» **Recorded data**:
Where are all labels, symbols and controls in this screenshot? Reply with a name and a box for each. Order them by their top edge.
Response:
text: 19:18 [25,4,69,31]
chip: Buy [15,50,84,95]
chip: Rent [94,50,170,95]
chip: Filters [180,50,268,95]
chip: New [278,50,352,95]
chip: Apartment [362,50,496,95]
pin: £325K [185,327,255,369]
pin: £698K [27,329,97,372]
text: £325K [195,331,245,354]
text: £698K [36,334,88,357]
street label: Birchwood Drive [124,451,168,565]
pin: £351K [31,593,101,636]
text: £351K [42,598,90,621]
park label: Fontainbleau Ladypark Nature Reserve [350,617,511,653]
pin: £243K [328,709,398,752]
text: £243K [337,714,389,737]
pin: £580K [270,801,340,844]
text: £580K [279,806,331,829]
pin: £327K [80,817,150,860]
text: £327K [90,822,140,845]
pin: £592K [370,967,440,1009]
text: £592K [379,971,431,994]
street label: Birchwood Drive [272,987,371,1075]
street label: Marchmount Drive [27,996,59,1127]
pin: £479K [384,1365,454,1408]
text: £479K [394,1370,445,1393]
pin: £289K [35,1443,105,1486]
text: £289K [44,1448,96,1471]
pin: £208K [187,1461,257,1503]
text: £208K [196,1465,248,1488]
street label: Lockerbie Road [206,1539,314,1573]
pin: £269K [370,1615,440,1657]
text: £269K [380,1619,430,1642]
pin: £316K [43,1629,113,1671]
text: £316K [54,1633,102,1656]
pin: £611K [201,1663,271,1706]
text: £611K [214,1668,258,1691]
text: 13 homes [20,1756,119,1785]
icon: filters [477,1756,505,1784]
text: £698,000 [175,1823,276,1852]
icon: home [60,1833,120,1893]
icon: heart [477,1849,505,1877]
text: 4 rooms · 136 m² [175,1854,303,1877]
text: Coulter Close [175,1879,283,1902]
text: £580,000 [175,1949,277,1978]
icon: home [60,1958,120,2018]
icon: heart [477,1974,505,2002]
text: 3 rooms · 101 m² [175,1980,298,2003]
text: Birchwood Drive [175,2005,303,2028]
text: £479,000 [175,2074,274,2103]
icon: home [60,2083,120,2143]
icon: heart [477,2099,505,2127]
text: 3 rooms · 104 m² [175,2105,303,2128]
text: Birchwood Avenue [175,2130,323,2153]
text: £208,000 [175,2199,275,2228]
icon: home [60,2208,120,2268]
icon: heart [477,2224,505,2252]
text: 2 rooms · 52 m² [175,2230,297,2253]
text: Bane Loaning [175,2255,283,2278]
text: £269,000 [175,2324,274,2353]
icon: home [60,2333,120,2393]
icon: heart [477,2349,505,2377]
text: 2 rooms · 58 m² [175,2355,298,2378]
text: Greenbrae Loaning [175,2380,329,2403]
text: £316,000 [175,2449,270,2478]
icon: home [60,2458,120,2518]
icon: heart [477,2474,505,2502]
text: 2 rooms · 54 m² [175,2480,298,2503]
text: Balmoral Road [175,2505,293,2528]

» **Requirement**: Return all of the data word for word.

» **Final answer**:
Where are all labels, symbols and controls in this screenshot? Reply with a name and a box for each. Order them by their top edge.
Response:
text: 19:18 [25,4,69,31]
chip: Buy [15,50,84,95]
chip: Rent [94,50,170,95]
chip: Filters [180,50,268,95]
chip: New [278,50,352,95]
chip: Apartment [362,50,496,95]
pin: £325K [185,327,255,369]
pin: £698K [27,329,97,372]
text: £325K [195,331,245,354]
text: £698K [36,334,88,357]
street label: Birchwood Drive [124,451,168,565]
pin: £351K [31,593,101,636]
text: £351K [42,598,90,621]
park label: Fontainbleau Ladypark Nature Reserve [350,617,511,653]
pin: £243K [328,709,398,752]
text: £243K [337,714,389,737]
pin: £580K [270,801,340,844]
text: £580K [279,806,331,829]
pin: £327K [80,817,150,860]
text: £327K [90,822,140,845]
pin: £592K [370,967,440,1009]
text: £592K [379,971,431,994]
street label: Birchwood Drive [272,987,371,1075]
street label: Marchmount Drive [27,996,59,1127]
pin: £479K [384,1365,454,1408]
text: £479K [394,1370,445,1393]
pin: £289K [35,1443,105,1486]
text: £289K [44,1448,96,1471]
pin: £208K [187,1461,257,1503]
text: £208K [196,1465,248,1488]
street label: Lockerbie Road [206,1539,314,1573]
pin: £269K [370,1615,440,1657]
text: £269K [380,1619,430,1642]
pin: £316K [43,1629,113,1671]
text: £316K [54,1633,102,1656]
pin: £611K [201,1663,271,1706]
text: £611K [214,1668,258,1691]
text: 13 homes [20,1756,119,1785]
icon: filters [477,1756,505,1784]
text: £698,000 [175,1823,276,1852]
icon: home [60,1833,120,1893]
icon: heart [477,1849,505,1877]
text: 4 rooms · 136 m² [175,1854,303,1877]
text: Coulter Close [175,1879,283,1902]
text: £580,000 [175,1949,277,1978]
icon: home [60,1958,120,2018]
icon: heart [477,1974,505,2002]
text: 3 rooms · 101 m² [175,1980,298,2003]
text: Birchwood Drive [175,2005,303,2028]
text: £479,000 [175,2074,274,2103]
icon: home [60,2083,120,2143]
icon: heart [477,2099,505,2127]
text: 3 rooms · 104 m² [175,2105,303,2128]
text: Birchwood Avenue [175,2130,323,2153]
text: £208,000 [175,2199,275,2228]
icon: home [60,2208,120,2268]
icon: heart [477,2224,505,2252]
text: 2 rooms · 52 m² [175,2230,297,2253]
text: Bane Loaning [175,2255,283,2278]
text: £269,000 [175,2324,274,2353]
icon: home [60,2333,120,2393]
icon: heart [477,2349,505,2377]
text: 2 rooms · 58 m² [175,2355,298,2378]
text: Greenbrae Loaning [175,2380,329,2403]
text: £316,000 [175,2449,270,2478]
icon: home [60,2458,120,2518]
icon: heart [477,2474,505,2502]
text: 2 rooms · 54 m² [175,2480,298,2503]
text: Balmoral Road [175,2505,293,2528]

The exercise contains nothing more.